Sorry for the thread hijack, but what s the maximum boost for the GTSS turbos, i was told 1.3 bar:thumbsup:


----------



## ru' (Feb 18, 2007)

fwiw mine are nominally set for 1.4 on 'high', but won't hold this up the rev range (drops to 1.2/1.3).


----------



## tyndago (Oct 24, 2002)

MattR32 said:


> Sorry for the thread hijack, but what s the maximum boost for the GTSS turbos, i was told 1.3 bar:thumbsup:


They are ball bearing Garrett turbos. No reason you can run them out at 2.0 bar or more. At 2.0 bar they are not going to last as long as 1.0 bar or 1.5 bar, but you asked whats the maximum boost.
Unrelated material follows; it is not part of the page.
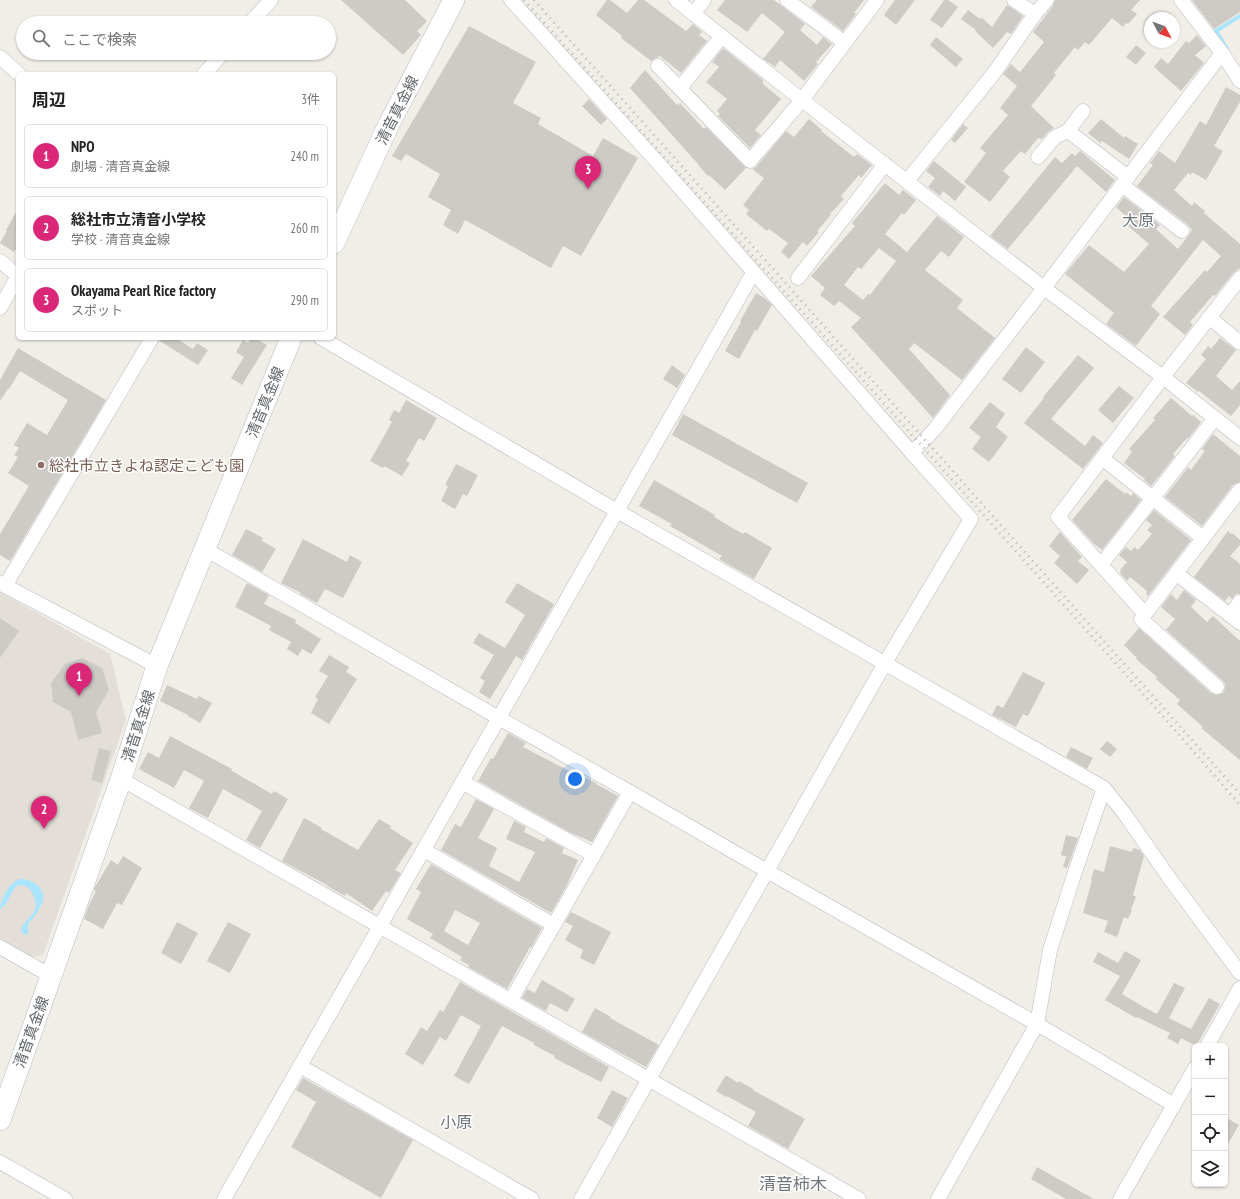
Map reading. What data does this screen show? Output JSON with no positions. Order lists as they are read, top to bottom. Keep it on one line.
{"streets":{"main road":["清音真金線"]},"districts":["大原","小原","清音柿木"],"places":["総社市立きよね認定こども園"],"north":"bottom right","page":{"search":"ここで検索","heading":["周辺","3件"],"list":[{"mark":"1","name":"NPO","note":"劇場 · 清音真金線","value":"240 m"},{"mark":"2","name":"総社市立清音小学校","note":"学校 · 清音真金線","value":"260 m"},{"mark":"3","name":"Okayama Pearl Rice factory","note":"スポット","value":"290 m"}],"pins":["3","1","2"],"map_buttons":["+","−"]}}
We ran 1.6 bar on our Super Taikyu engine with N1 turbos under race conditions, and they were rebuilt on the same schedule as the engine. 

1.3 bar might be as far as you want to go on pump gas, as "safe" as you can be, but its by no means the "maximum".


----------



## MattR32 (Jul 9, 2008)

Thanks for the replys, the only reason i asked is i was trying to estimate a BHP for the car, as when it went on a rolling road it made 326BHP @ 0.6 bar boost @ the flywheel, so it could well be in the 400BHP bracket with more boost. My boost controller stopped working on the day


----------



## tyndago (Oct 24, 2002)

MattR32 said:


> Thanks for the replys, the only reason i asked is i was trying to estimate a BHP for the car, as when it went on a rolling road it made 326BHP @ 0.6 bar boost @ the flywheel, so it could well be in the 400BHP bracket with more boost. My boost controller stopped working on the day



You UK guys and your flywheel powers. Anyway. SS's will do 400 flywheel. 

tyndago - GT-R Turbos

Different wheel horsepowers with different turbos and setups. 

tyndago - Turbolag


----------



## lum90 (Jan 12, 2007)

My R34 GTR has HKS GT-SS Turbo's & i run them at 1.4 Bar with no problems what so ever! 
Made 565 BHP & 420 lbft at that boost level.


----------



## MattR32 (Jul 9, 2008)

lum90 said:


> My R34 GTR has HKS GT-SS Turbo's & i run them at 1.4 Bar with no problems what so ever!
> Made 565 BHP & 420 lbft at that boost level.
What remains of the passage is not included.